Can you form your own judgment about what he seems to be learning in English? Does he write reasonably well? Has this continued to improve, even if slowly, or at least not gone back? Has he been interested in the books they study? Does he talk about them? Do his critical and argumentative skills about such things seem to be devloping? Above all, does he LIKE English and appear reasonably happy and motivated by it?

I've always looked at the education of my kids this way, rather than whether they achieve this or that level at this or that time. It's probably true that those levels are a necessary check on them at least making reasonable progress towards decent GCSEs and A Levels at the end of it all, but they're not the point of education.

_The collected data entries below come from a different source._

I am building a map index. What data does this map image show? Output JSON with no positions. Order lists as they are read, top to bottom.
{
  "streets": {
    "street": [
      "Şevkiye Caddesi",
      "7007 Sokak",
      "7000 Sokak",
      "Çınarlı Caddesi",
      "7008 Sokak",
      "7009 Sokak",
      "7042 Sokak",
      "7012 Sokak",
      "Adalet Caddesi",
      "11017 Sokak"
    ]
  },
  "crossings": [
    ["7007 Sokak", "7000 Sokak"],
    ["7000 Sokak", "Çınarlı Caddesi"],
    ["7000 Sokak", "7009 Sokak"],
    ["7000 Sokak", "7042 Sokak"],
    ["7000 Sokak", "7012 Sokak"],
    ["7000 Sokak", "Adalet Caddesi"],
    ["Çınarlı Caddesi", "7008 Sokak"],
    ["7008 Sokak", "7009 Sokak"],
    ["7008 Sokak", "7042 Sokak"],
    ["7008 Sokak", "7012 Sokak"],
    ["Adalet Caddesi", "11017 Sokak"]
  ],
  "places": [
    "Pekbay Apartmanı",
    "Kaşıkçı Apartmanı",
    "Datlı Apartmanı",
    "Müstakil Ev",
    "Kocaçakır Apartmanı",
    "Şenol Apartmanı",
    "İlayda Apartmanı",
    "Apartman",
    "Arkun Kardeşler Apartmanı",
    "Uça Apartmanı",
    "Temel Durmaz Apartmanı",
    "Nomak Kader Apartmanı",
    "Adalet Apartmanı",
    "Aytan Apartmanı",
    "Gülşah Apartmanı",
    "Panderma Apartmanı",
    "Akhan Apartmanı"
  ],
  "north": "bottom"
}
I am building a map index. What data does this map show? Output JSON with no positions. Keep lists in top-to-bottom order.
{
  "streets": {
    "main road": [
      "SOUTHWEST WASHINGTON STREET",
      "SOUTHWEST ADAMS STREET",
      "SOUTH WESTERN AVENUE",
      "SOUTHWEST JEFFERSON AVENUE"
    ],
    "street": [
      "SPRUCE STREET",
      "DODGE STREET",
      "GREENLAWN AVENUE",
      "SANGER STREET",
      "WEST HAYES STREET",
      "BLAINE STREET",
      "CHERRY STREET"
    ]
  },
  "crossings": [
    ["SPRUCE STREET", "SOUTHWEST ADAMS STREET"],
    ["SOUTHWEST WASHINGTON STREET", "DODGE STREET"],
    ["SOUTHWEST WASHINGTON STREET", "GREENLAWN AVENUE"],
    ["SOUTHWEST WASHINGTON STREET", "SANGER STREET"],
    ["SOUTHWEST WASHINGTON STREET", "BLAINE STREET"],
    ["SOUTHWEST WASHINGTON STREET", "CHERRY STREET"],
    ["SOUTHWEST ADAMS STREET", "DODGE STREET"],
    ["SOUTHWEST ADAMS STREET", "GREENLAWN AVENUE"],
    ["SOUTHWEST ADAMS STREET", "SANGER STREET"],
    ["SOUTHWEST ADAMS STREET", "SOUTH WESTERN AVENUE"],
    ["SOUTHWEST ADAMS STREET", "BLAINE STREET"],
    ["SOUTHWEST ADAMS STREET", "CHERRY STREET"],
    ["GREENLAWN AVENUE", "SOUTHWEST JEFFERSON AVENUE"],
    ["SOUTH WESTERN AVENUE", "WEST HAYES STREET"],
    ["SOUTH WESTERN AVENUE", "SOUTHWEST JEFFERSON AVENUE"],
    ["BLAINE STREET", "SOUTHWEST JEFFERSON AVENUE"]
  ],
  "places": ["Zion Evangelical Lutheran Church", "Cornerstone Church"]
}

inkyfingers Fri 22-Jul-11 19:26:49

Ask to speak to year head or Eng/maths teachers in September to check what their expectations are for him this year. You can always ask what you can do to help at home. You'll get a feel for where he is in relation to his peers (ie was the end of year exam a one-off), and how keen staff are to see him progress in year 8.

Bearcat Fri 22-Jul-11 19:58:07

Remember this happening to DS2 in his first year at secondary.
He went on to achieve 7 A* and 5 A's at GCSE in 2008 at the local comp.
If he's academic, he'll be fine I'm sure.

Tortu Fri 22-Jul-11 22:46:30

To be honest, they are so, so inconsistent the teachers have probably made them up. Just being blunt. Students vary wildly from one piece of work to another. I'm an English teacher and, if your child's school are assessing using APP (the newish system in English), which they probably are, it is difficult to award just one grade (to make this obvious- children are often at very different levels in speaking, reading and writing. How can you award just one?). In writing alone there are around 10 or so further categories they can be assessed in e.g. use of paragraphs (might be a level 7!), sentence structure(could be a level 3), spelling, vocabulary etc. It's actually ridiculous to try and assign children one level when we are required to assess them by so many different ones.

Thus you tend to come up with some kind of feeble average which is almost meaningless.

p.s. I also generally advice my staff to be harsh in Year 7, because as we're required to show progression between years, marks have to be low so that there is somewhere for students to progress.

Yes, this is one area where I'm gagging for the Condems to come wading in and change (and so's every English teacher I know! It's a ridiculous system. Remember the problems with the English SATs? Scrapped in Year 9 a couple of years ago? This is part of the reason why).